マスク男子

「でもさ…真妃ちゃんこの前、藤野くんとのデートは完璧なエスコートだったって」


あぁ、言ってたね
でも、俺はエスコートしてると言うより…


「俺はただ、真妃が迷子にならないように気を配ってただけだよ。それを真妃は"完璧なエスコート"って言ってるだけ」


俺は何も導いていない
明堂のようにプランを立てる訳でもない
俺はただ真妃に寄り添ってただけ


「へぇ…迷子癖があるとは聞いてたけど…想像以上だったわ。
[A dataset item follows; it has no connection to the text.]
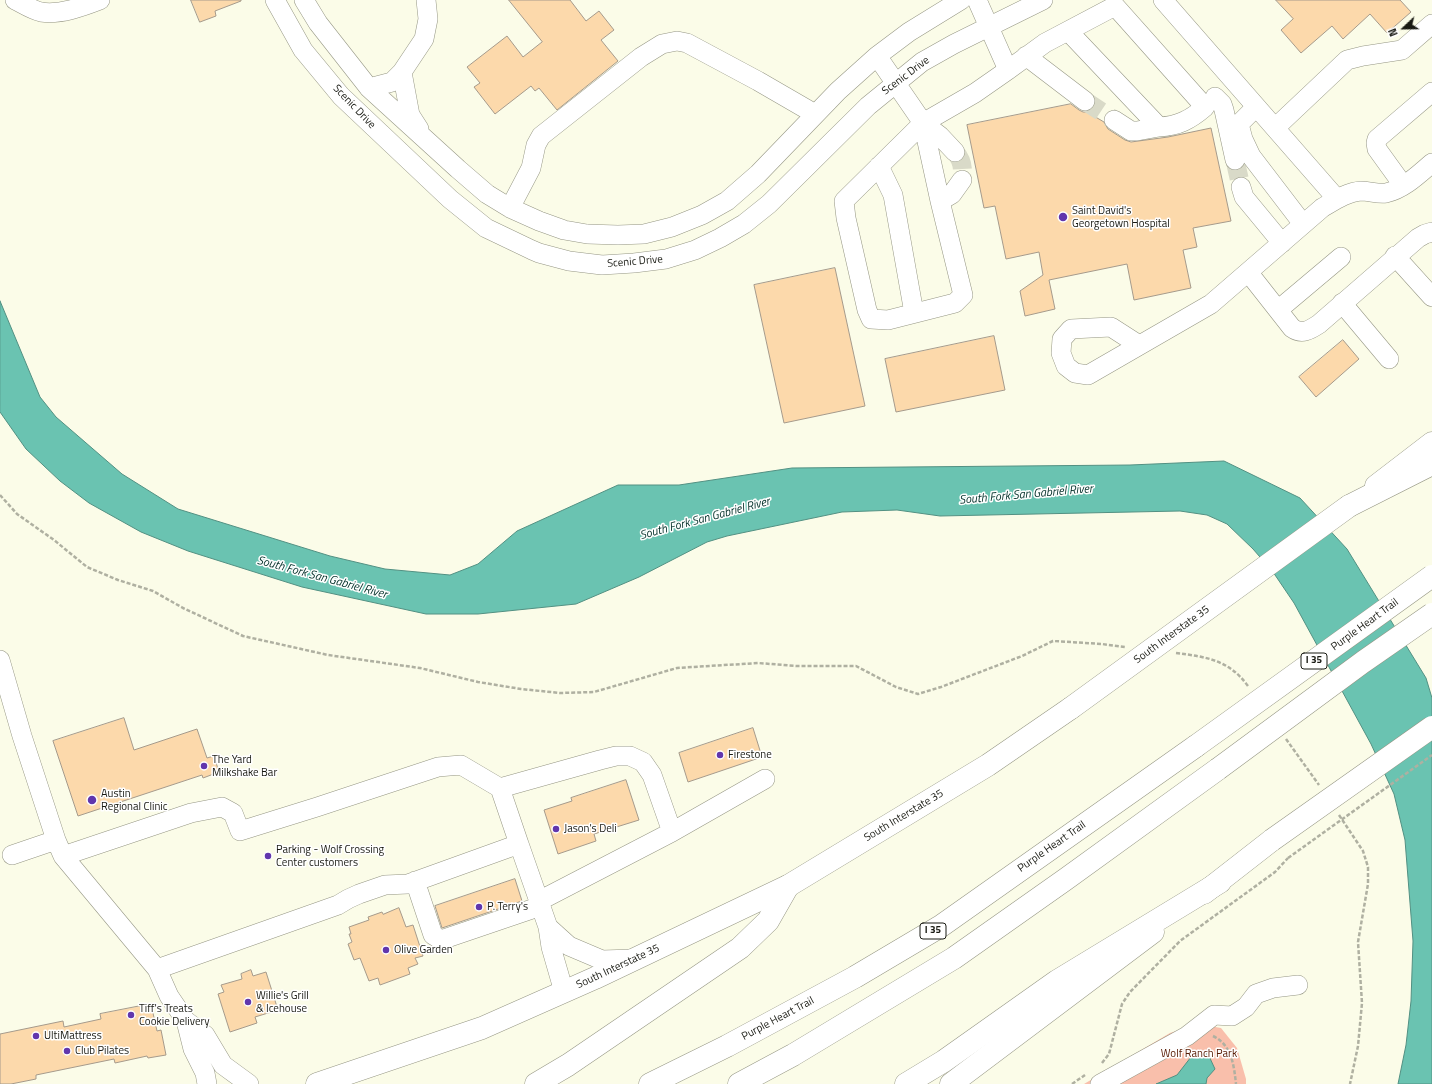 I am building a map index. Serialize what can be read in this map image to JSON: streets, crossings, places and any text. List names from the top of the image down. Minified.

本当に迷子になるんだね」

「多分、数分目を離したら見失うよ?佐々木さんも真妃と出掛ける時は…頑張ってね」

「うん、頑張る」


佐々木さんが頷く横で、田中が俺に同情の目を向けていた


「大変な性格の彼女だね?」

「まぁ、慣れれば可愛いよ?」


何にで興味を持って楽しそうにしてる真妃を見てるのは、なかなか楽しい


「イっくんの愛の深さが垣間見える」


田中がキラキラ、うっとりした目で俺見てくる


「はいはい、勝手に垣間見てろ」


さて、真妃は大丈夫だろうか?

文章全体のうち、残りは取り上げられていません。